_WHAT IS BEING ASKED_
Quote exactly and only this range of lines in the data below: the line that holds "M227,146L252,154L228,225L203,216Z" to the line that holds "M1608,306L1673,256L1950,3", both included.

(Dataset entries)
BEGIN
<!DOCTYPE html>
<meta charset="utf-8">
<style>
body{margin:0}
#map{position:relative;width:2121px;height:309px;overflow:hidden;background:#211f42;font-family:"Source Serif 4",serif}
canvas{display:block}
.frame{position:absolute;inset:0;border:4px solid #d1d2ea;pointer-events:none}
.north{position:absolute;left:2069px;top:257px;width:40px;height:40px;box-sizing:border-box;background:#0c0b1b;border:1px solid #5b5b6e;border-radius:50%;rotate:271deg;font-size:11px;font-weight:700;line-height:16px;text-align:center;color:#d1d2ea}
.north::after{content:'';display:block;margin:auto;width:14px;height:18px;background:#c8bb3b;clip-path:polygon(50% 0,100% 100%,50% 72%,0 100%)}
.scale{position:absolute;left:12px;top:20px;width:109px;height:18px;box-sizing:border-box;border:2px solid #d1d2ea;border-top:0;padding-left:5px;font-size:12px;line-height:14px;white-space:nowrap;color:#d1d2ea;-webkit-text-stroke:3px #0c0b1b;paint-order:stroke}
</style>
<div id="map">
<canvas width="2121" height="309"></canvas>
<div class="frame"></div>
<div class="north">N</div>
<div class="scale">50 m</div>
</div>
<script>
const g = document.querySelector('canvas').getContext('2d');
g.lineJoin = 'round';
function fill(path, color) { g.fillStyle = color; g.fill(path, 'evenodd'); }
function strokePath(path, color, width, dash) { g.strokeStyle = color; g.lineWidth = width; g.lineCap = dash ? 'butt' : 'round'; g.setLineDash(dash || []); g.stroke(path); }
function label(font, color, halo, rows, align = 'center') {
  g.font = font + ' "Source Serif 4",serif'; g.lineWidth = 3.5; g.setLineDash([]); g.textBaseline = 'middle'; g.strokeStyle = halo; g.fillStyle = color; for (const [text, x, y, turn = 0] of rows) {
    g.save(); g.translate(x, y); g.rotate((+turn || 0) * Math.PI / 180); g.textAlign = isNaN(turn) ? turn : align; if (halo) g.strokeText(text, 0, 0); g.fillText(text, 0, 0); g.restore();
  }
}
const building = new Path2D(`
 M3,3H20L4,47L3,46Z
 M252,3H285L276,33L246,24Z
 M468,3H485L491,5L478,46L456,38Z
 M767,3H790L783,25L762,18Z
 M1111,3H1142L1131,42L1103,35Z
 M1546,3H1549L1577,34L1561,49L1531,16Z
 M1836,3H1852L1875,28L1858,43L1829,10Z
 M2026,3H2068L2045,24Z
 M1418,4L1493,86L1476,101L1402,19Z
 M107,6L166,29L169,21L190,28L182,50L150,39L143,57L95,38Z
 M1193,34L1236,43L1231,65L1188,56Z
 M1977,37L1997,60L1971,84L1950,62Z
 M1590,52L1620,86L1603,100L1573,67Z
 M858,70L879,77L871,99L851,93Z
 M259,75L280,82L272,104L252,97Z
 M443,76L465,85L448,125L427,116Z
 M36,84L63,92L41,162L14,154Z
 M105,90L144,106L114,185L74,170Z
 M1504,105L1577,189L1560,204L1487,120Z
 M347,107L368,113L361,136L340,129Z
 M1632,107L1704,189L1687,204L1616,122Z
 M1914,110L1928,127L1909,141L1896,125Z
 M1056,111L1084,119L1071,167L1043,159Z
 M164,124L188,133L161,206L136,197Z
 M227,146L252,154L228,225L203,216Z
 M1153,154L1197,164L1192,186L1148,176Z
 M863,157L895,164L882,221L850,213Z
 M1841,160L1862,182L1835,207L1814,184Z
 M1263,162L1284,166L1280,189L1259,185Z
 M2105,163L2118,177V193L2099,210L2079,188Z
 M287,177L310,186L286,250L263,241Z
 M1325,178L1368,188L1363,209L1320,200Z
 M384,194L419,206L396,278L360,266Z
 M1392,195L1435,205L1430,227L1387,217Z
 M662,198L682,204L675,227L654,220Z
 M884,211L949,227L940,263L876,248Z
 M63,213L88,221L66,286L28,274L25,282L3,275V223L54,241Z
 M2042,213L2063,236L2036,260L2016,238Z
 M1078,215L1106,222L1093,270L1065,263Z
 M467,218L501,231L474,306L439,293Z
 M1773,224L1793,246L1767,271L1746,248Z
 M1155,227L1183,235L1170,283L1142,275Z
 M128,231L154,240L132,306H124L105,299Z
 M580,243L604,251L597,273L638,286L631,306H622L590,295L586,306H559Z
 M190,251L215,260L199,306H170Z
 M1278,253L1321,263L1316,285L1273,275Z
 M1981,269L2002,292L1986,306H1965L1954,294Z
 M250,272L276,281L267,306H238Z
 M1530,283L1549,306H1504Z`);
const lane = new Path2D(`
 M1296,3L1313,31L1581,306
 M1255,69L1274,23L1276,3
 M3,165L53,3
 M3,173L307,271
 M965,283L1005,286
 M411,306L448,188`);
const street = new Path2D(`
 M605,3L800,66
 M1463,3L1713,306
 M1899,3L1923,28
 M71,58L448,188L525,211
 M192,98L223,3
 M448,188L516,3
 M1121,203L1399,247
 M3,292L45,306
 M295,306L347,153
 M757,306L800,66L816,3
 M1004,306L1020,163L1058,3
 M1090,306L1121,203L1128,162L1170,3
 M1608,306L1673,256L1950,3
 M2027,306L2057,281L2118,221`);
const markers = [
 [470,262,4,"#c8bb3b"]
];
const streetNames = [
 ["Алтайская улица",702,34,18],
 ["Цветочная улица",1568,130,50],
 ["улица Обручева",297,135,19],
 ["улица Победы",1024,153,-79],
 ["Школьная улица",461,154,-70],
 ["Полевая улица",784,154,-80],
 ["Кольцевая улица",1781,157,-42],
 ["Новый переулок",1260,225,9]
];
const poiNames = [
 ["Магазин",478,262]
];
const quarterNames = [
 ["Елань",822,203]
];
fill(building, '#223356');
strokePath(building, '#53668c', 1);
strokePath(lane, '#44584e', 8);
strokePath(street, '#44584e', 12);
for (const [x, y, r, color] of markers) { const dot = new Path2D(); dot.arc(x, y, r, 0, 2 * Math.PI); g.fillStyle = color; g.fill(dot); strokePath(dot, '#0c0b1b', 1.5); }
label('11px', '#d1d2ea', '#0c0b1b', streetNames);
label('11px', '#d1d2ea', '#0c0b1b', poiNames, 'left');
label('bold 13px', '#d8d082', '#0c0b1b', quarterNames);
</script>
END
_SOLUTION TO THIS TASK_
 M227,146L252,154L228,225L203,216Z
 M1153,154L1197,164L1192,186L1148,176Z
 M863,157L895,164L882,221L850,213Z
 M1841,160L1862,182L1835,207L1814,184Z
 M1263,162L1284,166L1280,189L1259,185Z
 M2105,163L2118,177V193L2099,210L2079,188Z
 M287,177L310,186L286,250L263,241Z
 M1325,178L1368,188L1363,209L1320,200Z
 M384,194L419,206L396,278L360,266Z
 M1392,195L1435,205L1430,227L1387,217Z
 M662,198L682,204L675,227L654,220Z
 M884,211L949,227L940,263L876,248Z
 M63,213L88,221L66,286L28,274L25,282L3,275V223L54,241Z
 M2042,213L2063,236L2036,260L2016,238Z
 M1078,215L1106,222L1093,270L1065,263Z
 M467,218L501,231L474,306L439,293Z
 M1773,224L1793,246L1767,271L1746,248Z
 M1155,227L1183,235L1170,283L1142,275Z
 M128,231L154,240L132,306H124L105,299Z
 M580,243L604,251L597,273L638,286L631,306H622L590,295L586,306H559Z
 M190,251L215,260L199,306H170Z
 M1278,253L1321,263L1316,285L1273,275Z
 M1981,269L2002,292L1986,306H1965L1954,294Z
 M250,272L276,281L267,306H238Z
 M1530,283L1549,306H1504Z`);
const lane = new Path2D(`
 M1296,3L1313,31L1581,306
 M1255,69L1274,23L1276,3
 M3,165L53,3
 M3,173L307,271
 M965,283L1005,286
 M411,306L448,188`);
const street = new Path2D(`
 M605,3L800,66
 M1463,3L1713,306
 M1899,3L1923,28
 M71,58L448,188L525,211
 M192,98L223,3
 M448,188L516,3
 M1121,203L1399,247
 M3,292L45,306
 M295,306L347,153
 M757,306L800,66L816,3
 M1004,306L1020,163L1058,3
 M1090,306L1121,203L1128,162L1170,3
 M1608,306L1673,256L1950,3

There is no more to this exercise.